“What in me is dark
-- John Milton, Paradise Lost, Book 1
Like most teachers, I occasionally fuss and upset myself over what exactly I’m supposed to be doing – just what this bewildering line of work is actually all about – but every so often these wonderful words come back to me: “Just be a light.” Years ago, when I was adrift and far off-course as a novice teacher, someone gave me this advice, and it sometimes reappears in my mind, often just when the darkness is greatest – when I have no clear idea what I’m doing in the classroom (which, after 40+ years, still happens to me on a regular basis). It reminds me that being a teacher is really an astonishingly simple task.
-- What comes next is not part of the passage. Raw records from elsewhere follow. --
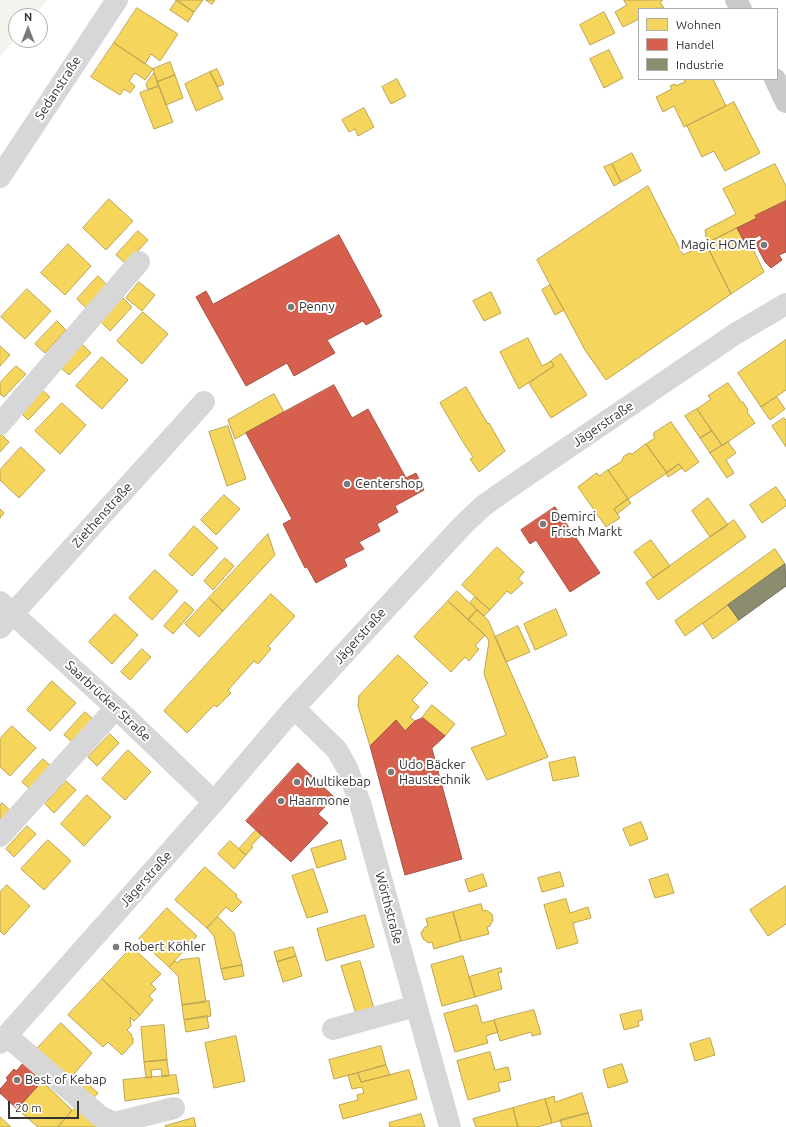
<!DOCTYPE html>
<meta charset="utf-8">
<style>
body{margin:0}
#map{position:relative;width:786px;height:1127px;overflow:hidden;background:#fff;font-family:Ubuntu,sans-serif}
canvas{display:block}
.legend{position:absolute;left:638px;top:8px;width:140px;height:72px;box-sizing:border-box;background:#fff;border:1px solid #adadad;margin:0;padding:5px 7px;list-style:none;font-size:12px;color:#333}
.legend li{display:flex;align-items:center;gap:8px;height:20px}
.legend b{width:20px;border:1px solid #adadad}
.north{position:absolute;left:8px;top:8px;width:40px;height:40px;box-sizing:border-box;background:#fff;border:1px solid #adadad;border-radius:50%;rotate:0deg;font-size:11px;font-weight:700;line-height:16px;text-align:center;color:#333}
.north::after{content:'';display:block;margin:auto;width:14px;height:18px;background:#7a7a7a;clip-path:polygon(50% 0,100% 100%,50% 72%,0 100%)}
.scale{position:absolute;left:8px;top:1101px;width:71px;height:18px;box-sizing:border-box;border:2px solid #333;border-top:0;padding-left:5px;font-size:12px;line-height:14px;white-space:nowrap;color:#333;-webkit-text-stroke:3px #fff;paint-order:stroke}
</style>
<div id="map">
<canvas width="786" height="1127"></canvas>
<ul class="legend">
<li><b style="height:11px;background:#f6d55c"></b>Wohnen</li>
<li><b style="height:11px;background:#d6604d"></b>Handel</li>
<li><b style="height:11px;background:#8c8c6e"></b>Industrie</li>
</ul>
<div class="north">N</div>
<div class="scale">20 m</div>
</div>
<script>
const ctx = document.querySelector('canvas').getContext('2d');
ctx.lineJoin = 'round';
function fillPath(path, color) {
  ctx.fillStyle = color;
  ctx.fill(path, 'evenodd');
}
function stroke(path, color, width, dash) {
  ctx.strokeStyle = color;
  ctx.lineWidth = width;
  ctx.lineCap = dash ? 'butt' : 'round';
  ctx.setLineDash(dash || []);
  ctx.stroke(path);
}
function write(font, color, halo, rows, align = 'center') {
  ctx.font = font + ' Ubuntu,sans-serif';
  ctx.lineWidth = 4;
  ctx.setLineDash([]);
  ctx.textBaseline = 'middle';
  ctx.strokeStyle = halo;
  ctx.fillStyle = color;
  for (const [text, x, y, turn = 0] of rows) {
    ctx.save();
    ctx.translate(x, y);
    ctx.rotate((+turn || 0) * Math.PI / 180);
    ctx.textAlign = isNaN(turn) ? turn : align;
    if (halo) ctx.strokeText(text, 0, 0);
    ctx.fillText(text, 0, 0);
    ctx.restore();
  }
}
fillPath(new Path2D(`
 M0,0H47L34,16H16V38L0,57Z`), '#f1f5ed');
const homes = new Path2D(`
 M176,0H203L194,12Z
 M177,0L194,12L188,22L170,10Z
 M206,0H215L212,4Z
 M626,0H663L660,2L664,8L639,9V19L623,27L615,12L627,5L624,1Z
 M137,8L178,34L160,61L151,54L145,64L114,43Z
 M604,12L615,33L590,45L580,25Z
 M114,43L153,69L145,80L135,73L129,81L135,86L130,93L124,89L120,95L91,77Z
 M609,50L623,78L604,88L590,59Z
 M170,62L175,75L157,82L153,69Z
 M217,69L224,84L218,87L210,72Z
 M210,72L223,99L196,111L185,84Z
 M154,73L159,86L148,90L146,84Z
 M175,75L183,98L166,105L157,82Z
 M397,79L406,96L391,104L382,87Z
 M683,79H713L726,106L684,127L674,106L663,112L656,97L672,89L670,86L675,84L676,86L685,82Z
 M159,86L173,122L154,129L140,93Z
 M734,102L760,153L725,171L714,151L702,157L687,126Z
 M364,108L374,127L358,136L355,129L349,132L342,120Z
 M632,153L641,171L621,182L612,164Z
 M612,164L621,182L614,186L604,167Z
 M775,164L786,186V201L755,216L757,218L707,243L705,230L736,214L723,189Z
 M648,186L683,255L706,244L731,294L606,380L585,350L537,260Z
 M109,199L133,221L106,250L83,228Z
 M737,228L745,243L749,241L764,272L731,294L706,244Z
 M138,231L148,240L126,264L116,255Z
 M68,244L91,266L65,295L41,273Z
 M98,276L107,285L86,308L77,299Z
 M139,282L155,295L142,311L126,298Z
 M550,285L564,310L555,315L542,290Z
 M27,289L51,311L25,339L1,317Z
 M491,292L501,313L484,321L473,301Z
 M123,298L132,307L110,331L101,322Z
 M143,312L168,334L142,364L117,341Z
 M57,321L66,330L45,353L35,344Z
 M528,338L542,366L551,361L554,366L519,389L500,352Z
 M786,340V390L761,407L738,373Z
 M82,344L91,353L69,375L60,367Z
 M0,346L10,355L0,366Z
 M561,354L587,395L551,418L529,383L554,366L551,361Z
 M102,357L128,380L102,409L76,386Z
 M16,366L26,374L4,397L0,394V383Z
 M728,383L742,403L743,402L748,410L747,412L755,423L722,446L697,409L711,399L708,396Z
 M466,387L488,424L489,423L505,451L479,472L470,459L473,457L463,442L440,403Z
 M41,389L50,397L28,420L20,412Z
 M274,394L284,412L235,439L228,420Z
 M777,397L785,409L770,420L761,407Z
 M62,403L86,425L60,454L35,431Z
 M697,409L712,431L700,438L685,416Z
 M784,418L786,420V447L772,426Z
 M671,422L699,462L685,472L679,464L667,473L646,444L655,438L653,435L655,434L654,433Z
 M228,426L246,479L227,486L209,432Z
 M712,431L722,445L710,453L700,438Z
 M0,433L9,442L0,452Z
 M728,442L736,453L726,460L734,473L727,478L710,453Z
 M646,444L667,473L628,499L608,470L622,461L623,457L629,453L632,454Z
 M21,447L45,470L19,498L0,480V470Z
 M679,464L682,468L668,477L666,473Z
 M608,470L628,499L614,509L620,518L606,527L578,487L595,474L597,473L599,476Z
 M776,487L786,501V506L762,523L750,505Z
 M224,495L240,509L216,535L201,520Z
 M708,498L728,525L710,537L692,511Z
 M628,499L631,503L617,514L614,509Z
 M0,509L4,513L0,518Z
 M734,520L746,537L658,600L646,583Z
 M194,526L218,548L192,576L169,555Z
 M268,534L275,555L223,611L209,598Z
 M651,540L670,566L653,578L634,552Z
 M497,547L524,572L518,579L523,583L511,594L507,591L490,610L462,585Z
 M775,549L785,564L685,636L675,621Z
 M225,558L234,566L213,590L204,581Z
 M155,570L178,591L152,620L129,598Z
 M457,591L477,610L468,620L448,601Z
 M271,594L295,616L268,646L271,649L258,664L254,661L228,690L231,693L217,707L214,705L187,733L164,711Z
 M475,597L490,610L484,616L470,603Z
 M209,598L223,611L199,637L185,624Z
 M448,601L485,635L475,646L479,649L469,661L465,657L451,672L414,637Z
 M185,602L194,610L173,634L164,626Z
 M728,605L739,620L713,639L703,624Z
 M556,609L567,635L535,650L524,624Z
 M477,610L488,620L548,757L487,780L471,748L506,735L484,674L489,641L485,635L468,620Z
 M115,614L138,635L112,664L89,642Z
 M518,626L530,652L506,662L495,637Z
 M142,649L151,657L130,680L121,672Z
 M398,655L428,683L412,700L419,707L410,717L415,721L405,731L396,720L370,746L358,706L359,696Z
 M52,681L76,703L50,731L27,710Z
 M432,705L455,724L445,736L422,718Z
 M85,712L94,720L73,743L64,735Z
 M12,726L36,748L10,776L0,767V739Z
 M110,734L119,743L97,766L88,757Z
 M128,750L151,772L125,800L102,779Z
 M575,757L579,776L553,781L549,763Z
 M43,759L52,767L31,790L22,782Z
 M66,781L76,790L54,813L45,804Z
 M87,795L111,817L84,846L61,824Z
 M2,803L11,811L0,823V806Z
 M641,822L648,839L630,846L623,829Z
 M27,826L36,834L14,857L6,849Z
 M256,830L261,835L251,846L253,847L246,855L239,849Z
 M48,840L71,861L44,890L21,869Z
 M341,840L346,859L317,868L311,849Z
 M230,841L246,855L234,869L218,854Z
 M205,867L237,895L236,897L242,902L232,912L226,907L207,928L175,900Z
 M313,869L328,912L307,918L292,876Z
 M560,872L564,886L542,892L538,878Z
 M483,874L487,886L469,892L465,880Z
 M668,874L674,893L655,898L649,880Z
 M7,885L30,906L4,935L0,931V892Z
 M786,886V924L768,936L750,910Z
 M566,899L570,913L588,907L591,918L573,923L578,943L557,949L544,905Z
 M481,904L483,911L486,910L492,914L493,920L490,926L487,927L489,934L461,941L453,912Z
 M167,908L197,936L169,967L139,939Z
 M453,912L461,941L434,949L432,942L429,943L423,939L421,933L425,927L428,926L426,919Z
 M365,915L374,947L326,961L317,929Z
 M218,917L234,933L242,965L221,969L214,936L207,928Z
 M132,947L161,974L151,984L156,989L149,996L153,1000L140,1015L102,979Z
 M293,947L296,956L277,962L274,952Z
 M296,956L302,976L283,982L277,962Z
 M463,956L475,997L442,1006L431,965Z
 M199,958L206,1002L182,1005L178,976L169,967L175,961L177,963L180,960Z
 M360,961L375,1012L357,1017L341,966Z
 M242,965L244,976L224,980L221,969Z
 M501,968L502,972L498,973L502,989L475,997L469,977Z
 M102,979L140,1015L134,1021L130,1017L131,1026L127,1030L132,1035L131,1036L133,1038V1043L122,1055L108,1042L103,1047L68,1015Z
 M209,1001L211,1016L184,1020L182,1005Z
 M477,1005L482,1023L494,1020L498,1032L486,1036L488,1043L455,1052L444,1014Z
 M534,1010L541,1034L532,1036L531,1032L500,1041L494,1020Z
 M641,1010L643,1020L638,1021L639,1026L624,1030L620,1015Z
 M207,1016L209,1028L186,1032L184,1020Z
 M61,1023L92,1053L67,1082L34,1052Z
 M164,1025L167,1060L144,1062L141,1027Z
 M236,1036L245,1081L214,1088L205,1043Z
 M710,1038L715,1055L695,1061L690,1044Z
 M381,1046L386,1065L334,1079L329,1060Z
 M490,1052L495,1070L508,1067L511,1080L498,1083L500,1091L468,1100L457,1061Z
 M167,1060L169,1076L162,1077L161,1069L151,1070L152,1077L146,1078L144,1062Z
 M622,1064L628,1082L608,1088L603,1070Z
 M386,1065L390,1075L361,1082L358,1073Z
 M409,1070L417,1099L343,1119L339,1105L358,1100L357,1095L364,1093L362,1087L352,1089L348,1075L358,1073L361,1082Z
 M75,1073L98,1093L90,1102L68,1082Z
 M176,1075L179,1093L125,1101L123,1080Z
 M42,1081L72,1110L58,1127H38L17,1109Z
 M582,1093L588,1113L552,1123L545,1099L554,1096L555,1102Z
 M545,1099L552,1123L537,1127H518L513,1108Z
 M76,1107L103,1127H58Z
 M513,1108L518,1127H476L473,1119Z
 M588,1113L592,1127H562L560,1120Z
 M421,1114L425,1127H390L389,1123Z
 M0,1117L11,1127H0Z
 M194,1118L196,1127H166L165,1126Z`);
fillPath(homes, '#f6d55c');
stroke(homes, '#bca450', 1);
const shops = new Path2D(`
 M786,201V252L779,255L782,260L771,268L765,262L755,243L762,239L760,235L745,243L737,228L757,218L755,216Z
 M339,235L380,311L379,312L382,316L366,325L363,321L327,340L335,353L294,376L287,363L246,386L196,297L206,291L213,304Z
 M334,385L352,418L368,409L406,478L416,473L424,490L395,506L398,512L377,524L380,531L359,542L364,549L344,559L347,566L316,583L307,567L305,568L283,524L292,519L246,433Z
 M555,507L600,573L570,592L536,540L530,544L521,530Z
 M423,718L445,736L432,748V749L462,859L405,875L370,746L396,720L405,731L415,721Z
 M298,763L334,797L318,814L328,823L291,862L246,821Z
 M26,1060L45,1078L17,1109L0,1093V1089L8,1080L6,1078L14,1069L16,1071Z`);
fillPath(shops, '#d6604d');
stroke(shops, '#a55245', 1);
const industry = new Path2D(`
 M785,564L786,586L739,620L728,605Z`);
fillPath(industry, '#8c8c6e');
stroke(industry, '#71715c', 1);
stroke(new Path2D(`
 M0,177L117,0
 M0,424L139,262
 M0,602L116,708L214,802
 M0,628L204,402
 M294,708L337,750L347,768L360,803L450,1127
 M0,836L116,708
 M333,1029L416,1006
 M7,1036L101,1117L115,1123L174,1108
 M0,1043L214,802L294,708L462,526L483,506L510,487L735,334L786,304`), '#d7d7d7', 22);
stroke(new Path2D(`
 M736,0L741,9
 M775,79L786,102`), '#cacaca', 22);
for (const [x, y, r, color] of [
 [764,245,4,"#7a7a7a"],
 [291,307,4,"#7a7a7a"],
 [347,484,4,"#7a7a7a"],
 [543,524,4,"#7a7a7a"],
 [391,772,4,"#7a7a7a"],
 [297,782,4,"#7a7a7a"],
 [281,801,4,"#7a7a7a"],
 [116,947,4,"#7a7a7a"],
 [17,1080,4,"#7a7a7a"]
]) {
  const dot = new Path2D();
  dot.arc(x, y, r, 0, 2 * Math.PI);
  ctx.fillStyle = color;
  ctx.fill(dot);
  stroke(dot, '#fff', 1.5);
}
write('13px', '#333', '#fff', [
 ["Sedanstraße",58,88,-57],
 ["Jägerstraße",603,424,-34],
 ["Ziethenstraße",102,515,-48],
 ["Jägerstraße",360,636,-48],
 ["Saarbrücker Straße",108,701,43],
 ["Jägerstraße",146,879,-48],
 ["Wörthstraße",389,908,75]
]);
write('13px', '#333', '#fff', [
 ["Magic HOME",756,245,"right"],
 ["Penny",299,307],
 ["Centershop",355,484],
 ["Demirci",551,517],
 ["Frisch Markt",551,532],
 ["Udo Bäcker",399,765],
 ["Haustechnik",399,780],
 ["Multikebap",305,782],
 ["Haarmone",289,801],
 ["Robert Köhler",124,947],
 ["Best of Kebap",25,1080]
], 'left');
</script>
All it involves, as Milton seemed to understand, is shining a light on what’s already there, inside the students. Yes, there’s a lot of darkness in the students – the darkness of ignorance, perplexity, and miscalculation – but all darkness of any kind disappears instantly when a light shines on it. In a sense, I don’t have to add anything to my students’ inner lives, but rather just shine a light so they can see the wisdom they’ve been harboring inside them all their young lives. Of course, I teach them new concepts and skills, but these, I think, are simply more lights to shine on and dispel the darkness of ignorance so the astuteness of the students can shine like it should. I don’t have to change the students, or help them grow, or insert new ideas in their minds. Teaching is simply a question of lighting up their world to some extent -- essentially a rather simple task, like switching on a lamp to let a good light show what’s always been there.